Exploring Theory through Practice

University of Cologne, Germany

Since 2017 I have been working with Dr. Monica van der Haagen-Wulff on "global Cities - Exploring Theory through Practice", a unique course concentrated over four days that combines urban theory with hands-on, practical experience in the city of Cologne.

 

Throughout the course, students have a chance to examine the rapid and massive transformations that major cities have undergone (and are continuing to undergo) in the advent of globalization. In the past the exchange of capital, goods and labor took place primarily in within ‘inter-state-systems’. In the last decades this has radically changed due to deregulation, privatization and a growing participation in global markets. With the rapid development of new digital developments, the establishment of world-wide networks with centralized steering/management functions this process has undergone a vast acceleration. The changes caused by these rapid changes in global and major cities continues to leave traces and impacts on all forms of life in the cities. This global/large city context and its internal manifestations are the subject of examination in this course that and is explored both theoretically and practically.
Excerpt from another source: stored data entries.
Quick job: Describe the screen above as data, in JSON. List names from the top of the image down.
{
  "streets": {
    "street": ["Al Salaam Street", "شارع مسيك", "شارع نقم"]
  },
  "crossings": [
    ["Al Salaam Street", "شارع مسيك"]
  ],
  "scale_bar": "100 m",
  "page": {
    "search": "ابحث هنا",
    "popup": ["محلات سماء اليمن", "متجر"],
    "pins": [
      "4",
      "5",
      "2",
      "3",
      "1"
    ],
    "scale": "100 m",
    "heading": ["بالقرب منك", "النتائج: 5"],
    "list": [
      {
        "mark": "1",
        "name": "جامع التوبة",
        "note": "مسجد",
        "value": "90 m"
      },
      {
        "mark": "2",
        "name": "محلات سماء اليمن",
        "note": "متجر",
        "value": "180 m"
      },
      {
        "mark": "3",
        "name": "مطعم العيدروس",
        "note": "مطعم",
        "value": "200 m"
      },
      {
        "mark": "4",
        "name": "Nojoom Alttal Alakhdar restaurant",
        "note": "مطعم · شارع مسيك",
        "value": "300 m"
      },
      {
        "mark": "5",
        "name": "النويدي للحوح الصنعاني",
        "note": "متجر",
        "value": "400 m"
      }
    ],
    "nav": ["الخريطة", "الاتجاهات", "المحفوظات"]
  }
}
What defines a global city? How does it transport and sell its self-image to the world? What struggles are there between corporate players and marginalized people who raise their voices to articulate their demands on the city? Who owns the city – public space? How is diversity, culture, social belonging, economic and social inequality negotiated between the poles of local and global spaces within the city? How can we think about these issues and inhabiting cities when we are sensitive to issues of mobility, violence, threat, responsibility and citizenship? What traces can be found, and connections be made to the history of colonialism and imperialism in the city? These and many other questions are explored referencing Saskia Sassen, Jane Jacobs, Zygmunt Bauman and Stuart Hall among others as well as engaging in practical, embodied, creative work and performative interventions in the city of Cologne to test out the theory and our hypotheses. The idea is get the students out of the classroom and into the city to experience it through different eyes. As such, they are asked to move though the urban space while adopting two different persona - that of a privileged person and that as an outcast. At the end, they come together to present their work, which often takes the form of an artistic installation, song, dance, etc.